3.1 Symptomatic ALS skeletal muscle shows significant atrophy and increased fibrosis

Skeletal muscle sections obtained from hSOD1G93A mice (ALS animal model) gastrocnemius muscle during symptomatic stages (120 days old), and from age matched wild type littermates, were analyzed by sirius red staining, a technique used to estimate total collagen. The samples were observed under polarized light. Fig 1A and 1C shows the normal architecture of wild-type mice skeletal muscle. In contrast, skeletal muscles from symptomatic hSOD1G93A mice show substantial atrophy with high variation in fiber size and accumulation of collagen evidencing a fibrotic process (Fig 1B and 1D). The atrophy of myofibers was further determined by analyzing the frequency of muscle fibers size. Fig 1E shows the analysis of gastrocnemius myofibers diameter indicating a significant decrease in the Feret minimal diameter in symptomatic hSOD1G93A mice compared to wild type littermates. This result suggests significant skeletal muscle atrophy in symptomatic hSOD1G93A mice. Gastrocnemius muscle extracted from symptomatic (120 days old) and pre-symptomatic (60 days old) hSOD1G93A mice as well as age matched wild type littermates were analyzed by hematoxylin and eosin staining. Fig 2A–2D shows the normal architecture of skeletal muscle from pre-symptomatic hSOD1G93A mice compared to wild type mice. We observed fibers of homogeneous size with peripherally located nuclei that most likely correspond to fibers and interstitial cells. In contrast, skeletal muscle from symptomatic hSOD1G93A mice show a substantial increase in interstitial nuclei that are mainly located surrounding packages of muscle fibers at the perimysium and around individual fibers in the endomysium. We also observed thickening of perimysium and endomysium, suggesting an increase in ECM components. To evaluate this, skeletal muscle sections were stained with sirius red. Fig 2E–2H indicates that symptomatic hSOD1G93A gastrocnemius muscle shows increased sirius red staining and decreased fiber size.

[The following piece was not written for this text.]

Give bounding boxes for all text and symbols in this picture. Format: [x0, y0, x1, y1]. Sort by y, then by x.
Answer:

Fig 1. Muscle architecture is altered in gastrocnemius muscle from symptomatic hSOD1G93A mice.

Fig 1

(A-D) Sirius red staining of gastrocnemius muscle from wild-type (120 days old) and symptomatic (120 days old) hSOD1G93A age-matched mice seen under polarized light in cross-sections. Bar corresponds to 100 μm. (E) Fiber diameter in wild-type (120 days old; black circles) and symptomatic hSOD1G93A (120 days old; black squares) mice, values correspond to the mean ± SEM of three animals for each experimental condition. Two-way ANOVA, *** p<0.001, n.s: not significant.

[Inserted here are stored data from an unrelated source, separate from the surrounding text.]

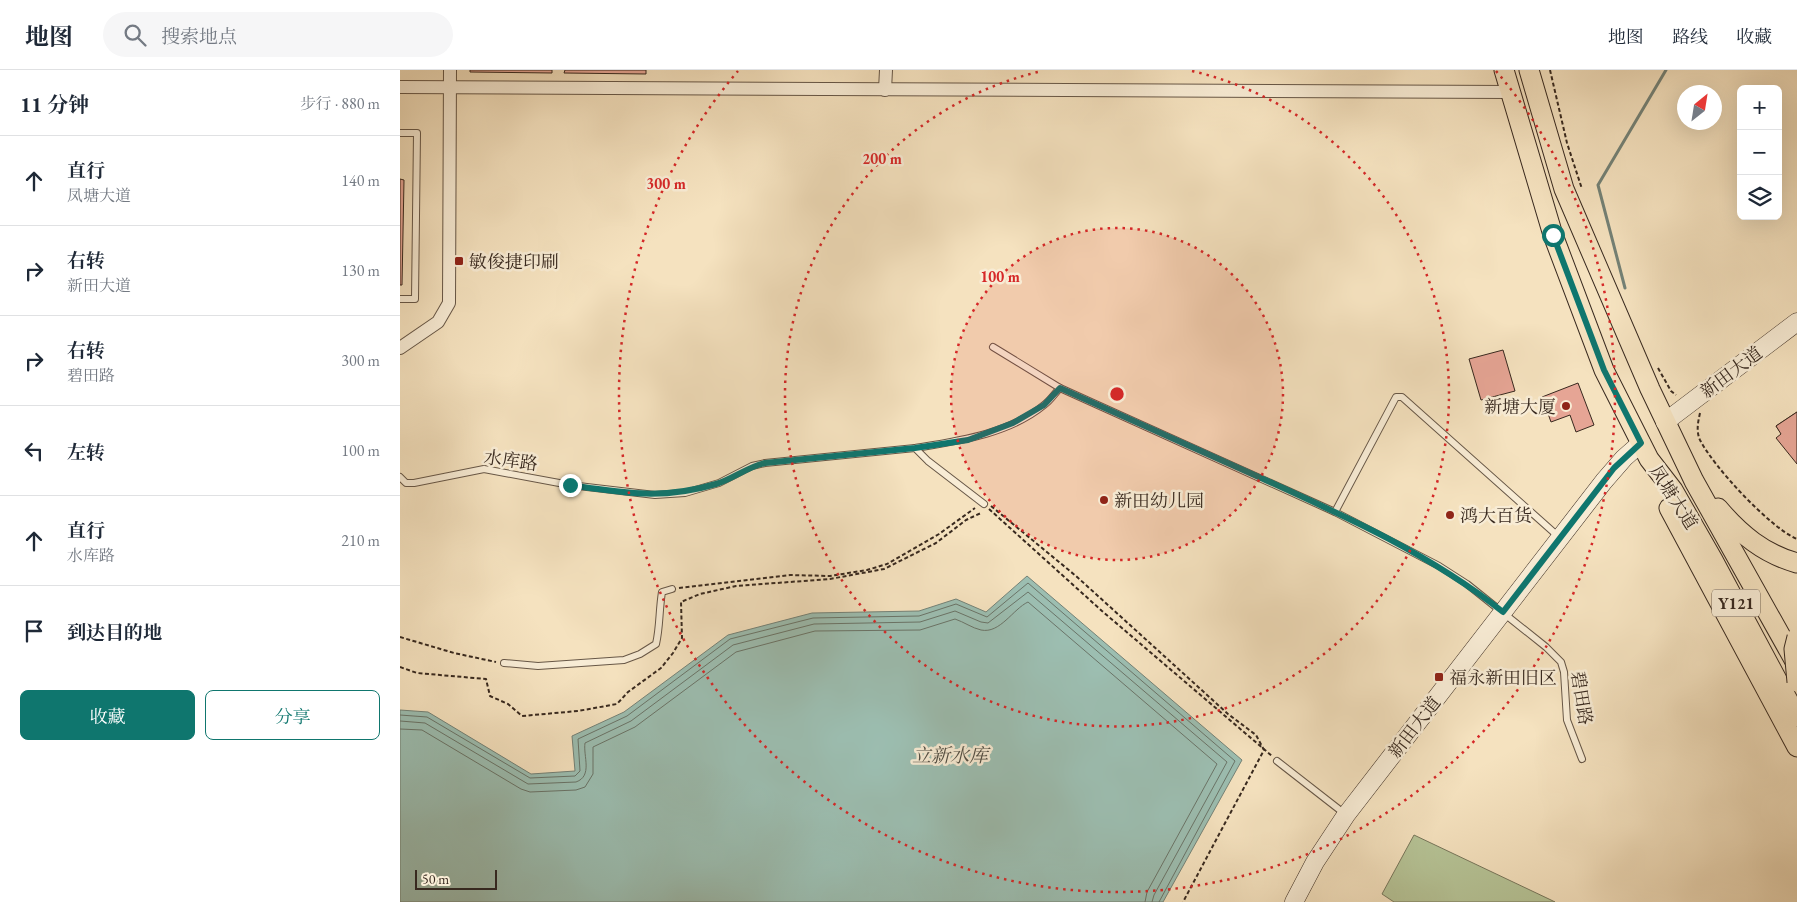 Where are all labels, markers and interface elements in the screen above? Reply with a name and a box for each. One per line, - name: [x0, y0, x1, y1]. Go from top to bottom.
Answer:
- search box: [103, 12, 453, 57]
- text: 地图: [25, 21, 73, 52]
- icon: search: [121, 21, 149, 49]
- text: 搜索地点: [161, 24, 237, 49]
- text: 地图: [1608, 25, 1644, 48]
- text: 路线: [1672, 25, 1708, 48]
- text: 收藏: [1736, 25, 1772, 48]
- north arrow: [1677, 85, 1722, 130]
- map controls: [1737, 85, 1782, 220]
- button: +: [1737, 85, 1782, 130]
- text: 11 分钟: [20, 91, 89, 118]
- text: 步行 · 880 m: [300, 93, 380, 114]
- button: −: [1737, 130, 1782, 175]
- text: 200 m: [862, 149, 902, 168]
- text: 直行: [67, 158, 105, 183]
- icon: ahead: [20, 167, 48, 195]
- text: 140 m: [341, 170, 380, 191]
- text: 300 m: [646, 174, 686, 193]
- button: layers: [1737, 175, 1782, 220]
- text: 凤塘大道: [67, 185, 131, 206]
- route start: [1542, 224, 1565, 247]
- text: 右转: [67, 248, 105, 273]
- place label: 敏俊捷印刷: [469, 250, 559, 273]
- marker: 敏俊捷印刷: [453, 255, 465, 267]
- icon: right: [20, 257, 48, 285]
- text: 130 m: [341, 260, 380, 281]
- text: 100 m: [980, 267, 1020, 286]
- text: 新田大道: [67, 275, 131, 296]
- text: 右转: [67, 338, 105, 363]
- street label: 新田大道: [1695, 341, 1767, 403]
- icon: right: [20, 347, 48, 375]
- text: 300 m: [341, 350, 380, 371]
- text: 碧田路: [67, 365, 115, 386]
- centre of rings: [1108, 385, 1126, 403]
- place label: 新塘大厦: [1484, 395, 1556, 418]
- marker: 新塘大厦: [1560, 400, 1572, 412]
- icon: left: [20, 437, 48, 465]
- text: 左转: [67, 440, 105, 465]
- text: 100 m: [341, 440, 380, 461]
- street label: 水库路: [483, 445, 539, 475]
- street label: 凤塘大道: [1645, 461, 1703, 533]
- route end: [559, 474, 582, 497]
- place label: 新田幼儿园: [1114, 489, 1204, 512]
- marker: 新田幼儿园: [1098, 494, 1110, 506]
- place label: 鸿大百货: [1460, 504, 1532, 527]
- marker: 鸿大百货: [1444, 509, 1456, 521]
- text: 直行: [67, 518, 105, 543]
- icon: ahead: [20, 527, 48, 555]
- text: 210 m: [341, 530, 380, 551]
- text: 水库路: [67, 545, 115, 566]
- road number: Y121: [1712, 590, 1760, 616]
- icon: arrive: [20, 617, 48, 645]
- text: 到达目的地: [67, 620, 162, 645]
- place label: 福永新田旧区: [1449, 666, 1557, 689]
- street label: 碧田路: [1566, 670, 1598, 726]
- marker: 福永新田旧区: [1433, 671, 1445, 683]
- button: 收藏: [20, 690, 195, 740]
- button: 分享: [205, 690, 380, 740]
- street label: 新田大道: [1383, 692, 1445, 762]
- water label: 立新水库: [912, 743, 991, 768]
- scale bar: [415, 867, 498, 890]
- text: 50 m: [422, 870, 449, 888]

Fig 2. Extracellular matrix (ECM) components deposition in gastrocnemius muscle from symptomatic hSOD1G93A mice.

Fig 2

(A-D) H&E staining. (E-H) Sirius red staining. (I-L) fibronectin (red) and (M-P) collagen-I (green) were detected by indirect immunofluorescence in cross-sections of gastrocnemius muscle from wild-type (60 days old), hSOD1G93A pre-symptomatic (60 days old), wild-type (120 days old), and hSOD1G93A symptomatic (120 days old) age-matched mice. Bar corresponds to 50 μm. Representative images of three mice per condition.

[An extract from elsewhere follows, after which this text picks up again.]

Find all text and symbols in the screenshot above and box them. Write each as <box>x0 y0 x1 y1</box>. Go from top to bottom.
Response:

In order to confirm the increased fibrosis observed in hSOD1G93A mice suggested by sirius staining (Fig 2E–2H), we immunostained muscle sections with specific antibodies against the ECM proteins fibronectin and collagen type I. Fig 2I–2P shows that these two fibrotic proteins are more abundant in muscle from symptomatic hSOD1G93A mice compared to age matched wild type and pre-symptomatic hSOD1G93A mice. The increased staining was observed either at the perimysium or endomysium. To further evaluate and quantify the increment of ECM proteins, skeletal muscle extracts obtained from each experimental condition were analyzed by western blot. Fig 3A shows a representative western blot for fibronectin and collagen type III, two ECM constituents. An increase in the amount of these two fibrotic proteins was observed only in the muscle samples obtained from symptomatic hSOD1G93A mice compared to age matched wild type animals. No increase in these proteins was observed in pre-symptomatic stages of hSOD1G93A mice. Fig 3B and 3C shows a quantitative analysis of the significant increase of these two proteins from symptomatic hSOD1G93A compared to pre-symptomatic mice. Taken together, these results show that in the skeletal muscle of symptomatic hSOD1G93A mice there is increased atrophy. This becomes evident by a shift to the left in the distribution curve of Feret minimal diameter of the myofibers, together with a significant increase in fibrosis. These changes were not observed in pre-symptomatic hSOD1G93A mice.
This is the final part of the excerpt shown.